Leicester Magistrates’ Court heard how 45-year-old Beverley Upton’s vehicle was being loaded with waste at MAC Skip Hire’s site on Leicester Road in Hinckley, on 4 November 2015. A colleague was using a loading shovel to load the waste when a carpet became stuck over the top side of Upton’s lorry. The driver of the loading shovel attempted to cut the carpet using the bucket of his machine, but this proved unsuccessful, and Upton then got out of the cab of her truck and tried unsuccessfully to pull the carpet down.
According to the Daily Mail newspaper, an inquest into Ms Upton’s death held at Loughborough Coroner’s Court in September 2016 heard the driver of the loading shovel saw Ms Upton move back towards her lorry cab and give a ‘thumbs-up’ signal. Presuming she was safely out of the way, he reversed away from the tipper truck and then drove back towards it with the bucket of the digger raised, to attempt to drag the carpet out using the digger’s bucket. However, during the manoeuvre, Ms Upton – who had an 18-year-old daughter – was trapped between the digger’s bucket and the side of the tipper truck, suffering fatal chest injuries.
Following the inquest, Robert Chapman, the assistant coroner for Rutland and North Leicestershire, used his powers under the Coroners and Justice Act 2009 to send a ‘Prevention of Future Deaths’ report to the managing director of MAC Skip Hire Limited, setting out the actions the company should take to prevent similar future fatalities. According to the coroner’s report, “it was apparent from the evidence given at the inquest” the driver of the loading shovel had not seen Ms Upton as he approached the side of her tipper truck and his vision had been restricted by the digger’s raised bucket. The coroner also concluded the digger operator’s ability to see Ms Upton “may have been reduced because she was not wearing high visibility clothing”.
The coroner added there was “no clear written guidance [at MAC Skip Hire] requiring drivers to stay in their cabs during loading, with sanctions if the rule was disobeyed… no enforcement of the industry rule that drivers should not get out of their cab [during loading]… no enforcement of the rule that workers should wear high visibility clothing”.
He also concluded “there was a lack of attention given to the drafting of health and safety documentation, with people preparing documentation who did not have appropriate training and experience in doing so”; and “there was insufficient training given to the staff of MAC in the nature of risk and the ways to reduce risk, as well as health and safety matters”.

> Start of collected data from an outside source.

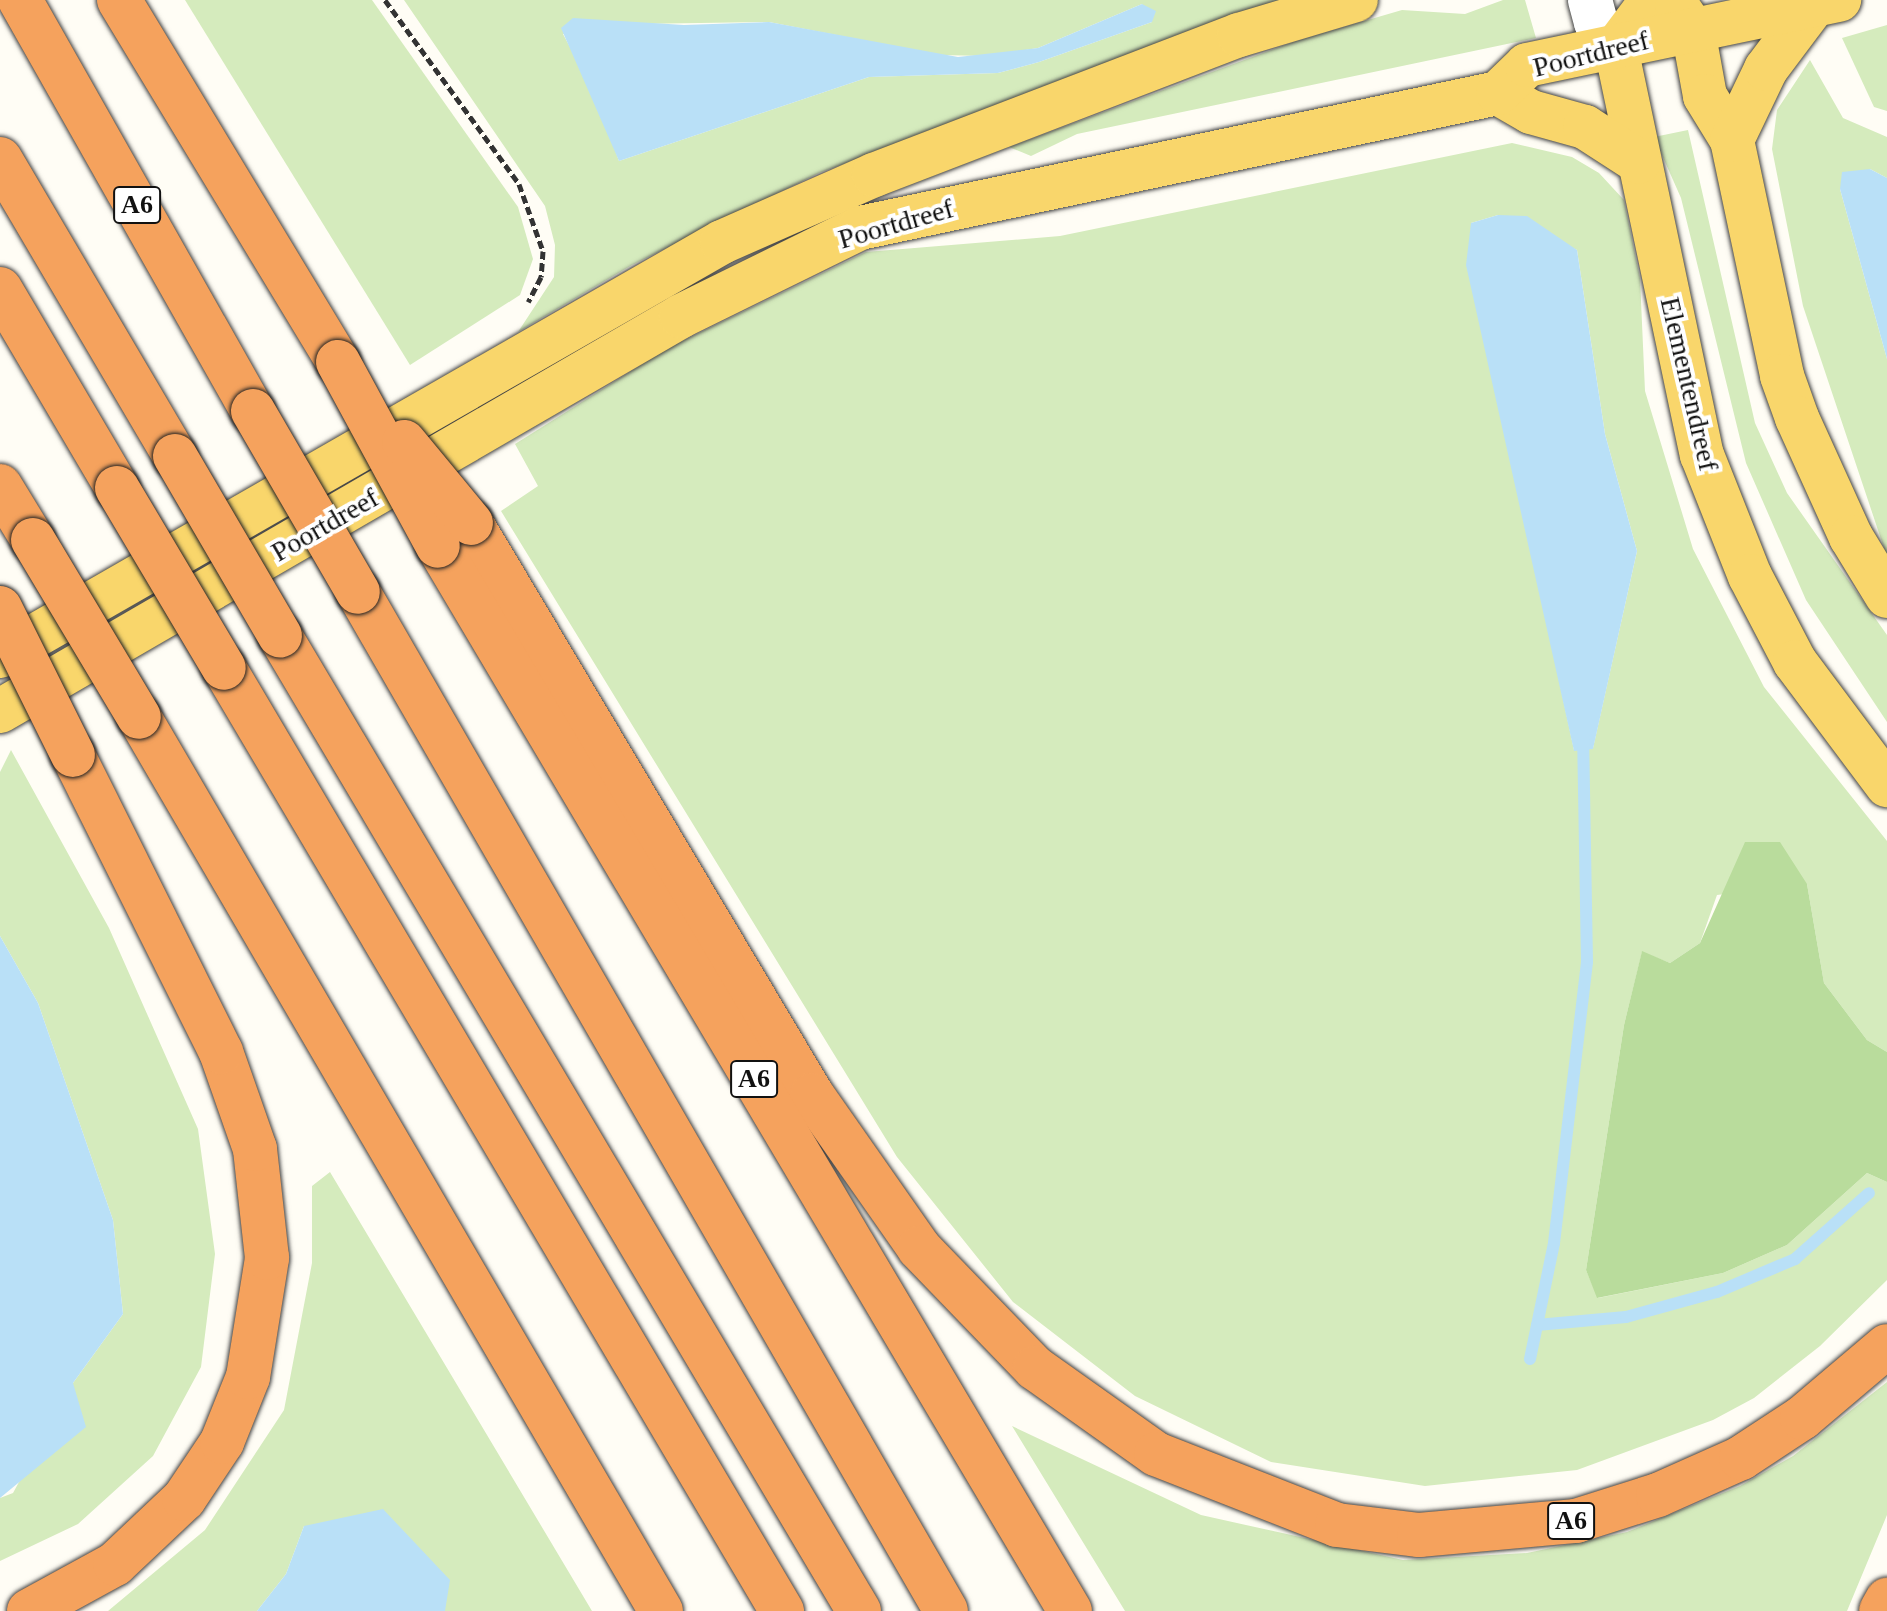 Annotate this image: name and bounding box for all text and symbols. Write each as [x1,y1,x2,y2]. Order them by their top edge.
street label: Poortdreef [1530,23,1652,85]
road number: A6 [113,183,161,227]
street label: Poortdreef [835,192,957,256]
street label: Elementendreef [1653,294,1725,474]
street label: Poortdreef [265,481,385,569]
road number: A6 [730,1057,778,1101]
road number: A6 [1547,1499,1595,1543]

The coroner said “a detailed investigation should be undertaken” by MAC Skips into the matters raised; and “urgent attention given to the assessment of risk”.
“Appropriate steps then need to be taken to deal with and correct the deficiencies in the approach to health and safety and the methods of working,” he concluded.

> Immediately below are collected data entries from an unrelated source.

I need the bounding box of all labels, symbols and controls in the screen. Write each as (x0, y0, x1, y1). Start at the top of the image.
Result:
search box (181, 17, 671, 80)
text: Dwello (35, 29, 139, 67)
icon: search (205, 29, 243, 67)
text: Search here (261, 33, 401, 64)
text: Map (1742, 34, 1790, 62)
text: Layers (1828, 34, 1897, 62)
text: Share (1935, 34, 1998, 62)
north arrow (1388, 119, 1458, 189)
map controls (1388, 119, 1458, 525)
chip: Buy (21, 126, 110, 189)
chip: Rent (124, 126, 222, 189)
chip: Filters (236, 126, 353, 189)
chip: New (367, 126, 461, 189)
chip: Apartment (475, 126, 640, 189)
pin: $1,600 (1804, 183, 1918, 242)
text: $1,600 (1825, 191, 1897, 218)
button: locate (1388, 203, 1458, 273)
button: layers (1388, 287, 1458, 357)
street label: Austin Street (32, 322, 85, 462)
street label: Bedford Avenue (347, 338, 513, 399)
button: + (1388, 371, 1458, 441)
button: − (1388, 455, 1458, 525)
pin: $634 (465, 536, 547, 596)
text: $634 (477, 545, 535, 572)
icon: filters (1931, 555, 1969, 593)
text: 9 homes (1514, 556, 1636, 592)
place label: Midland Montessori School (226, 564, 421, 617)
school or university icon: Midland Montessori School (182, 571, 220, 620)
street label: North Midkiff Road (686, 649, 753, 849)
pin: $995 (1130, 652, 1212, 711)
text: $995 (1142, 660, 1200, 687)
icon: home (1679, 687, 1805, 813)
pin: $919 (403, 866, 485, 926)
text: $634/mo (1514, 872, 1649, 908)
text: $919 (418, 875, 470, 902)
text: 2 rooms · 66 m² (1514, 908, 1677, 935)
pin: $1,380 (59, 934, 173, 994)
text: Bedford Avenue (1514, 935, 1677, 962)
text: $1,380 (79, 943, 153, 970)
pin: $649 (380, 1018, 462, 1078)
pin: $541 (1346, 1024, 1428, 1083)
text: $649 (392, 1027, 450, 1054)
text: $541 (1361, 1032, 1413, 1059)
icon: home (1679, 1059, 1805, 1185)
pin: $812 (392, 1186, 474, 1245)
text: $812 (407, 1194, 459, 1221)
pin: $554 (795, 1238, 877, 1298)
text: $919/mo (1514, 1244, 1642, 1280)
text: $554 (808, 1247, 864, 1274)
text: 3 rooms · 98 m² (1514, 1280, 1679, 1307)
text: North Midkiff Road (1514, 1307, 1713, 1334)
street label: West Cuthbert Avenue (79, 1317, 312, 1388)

MAC Skip Hire Ltd was required to respond to the coroner’s report by November 2016.
During the recent HSE criminal prosecution at Leicester Magistrates’ Court on 30 January 2018, MAC Skip Hire Limited pleaded guilty to breaching section 2(1) of the Health and Safety at Work etc Act 1974. The company, whose registered office address is in Tamworth, Staffordshire, was fined £60,000 and ordered to pay prosecution costs of £14,500.
The court heard that HSE’s investigation found the company had failed to implement and follow systems and site rules for loading operations at the Leicester Road site, resulting in a failure to suitably segregate pedestrians and vehicles. Following Ms Upton’s death, MAC Skips was served with an HSE improvement notice requiring it to organise the Leicester Road site so pedestrians and vehicles could circulate safely, which it complied with.
Speaking after the recent HSE prosecution, HSE inspector Mark Austin said: “This was a tragic and wholly avoidable incident, caused by the failure to ensure that basic site controls and rules were being managed and enforced, such that pedestrians were not at risk from these large vehicles working in the area.”
Under the Coroners and Justice Act 2009, if, following an inquest, a coroner believes action should be taken to prevent future deaths, they “have a duty to make reports to a person, organisation, local authority or government department or agency”.
The recipient must respond to the coroner’s ‘concerns’ and ‘action [that] should be taken’, and the response “must contain details of action taken or proposed to be to be taken, setting out the timetable for action”. “Otherwise you [the recipient] must explain why no action is taken,” states the report template.
A number of coroners’ ‘reports to prevent future deaths’, including many following health and safety-related fatalities, are published on the website of the Courts and Tribunals Judiciary.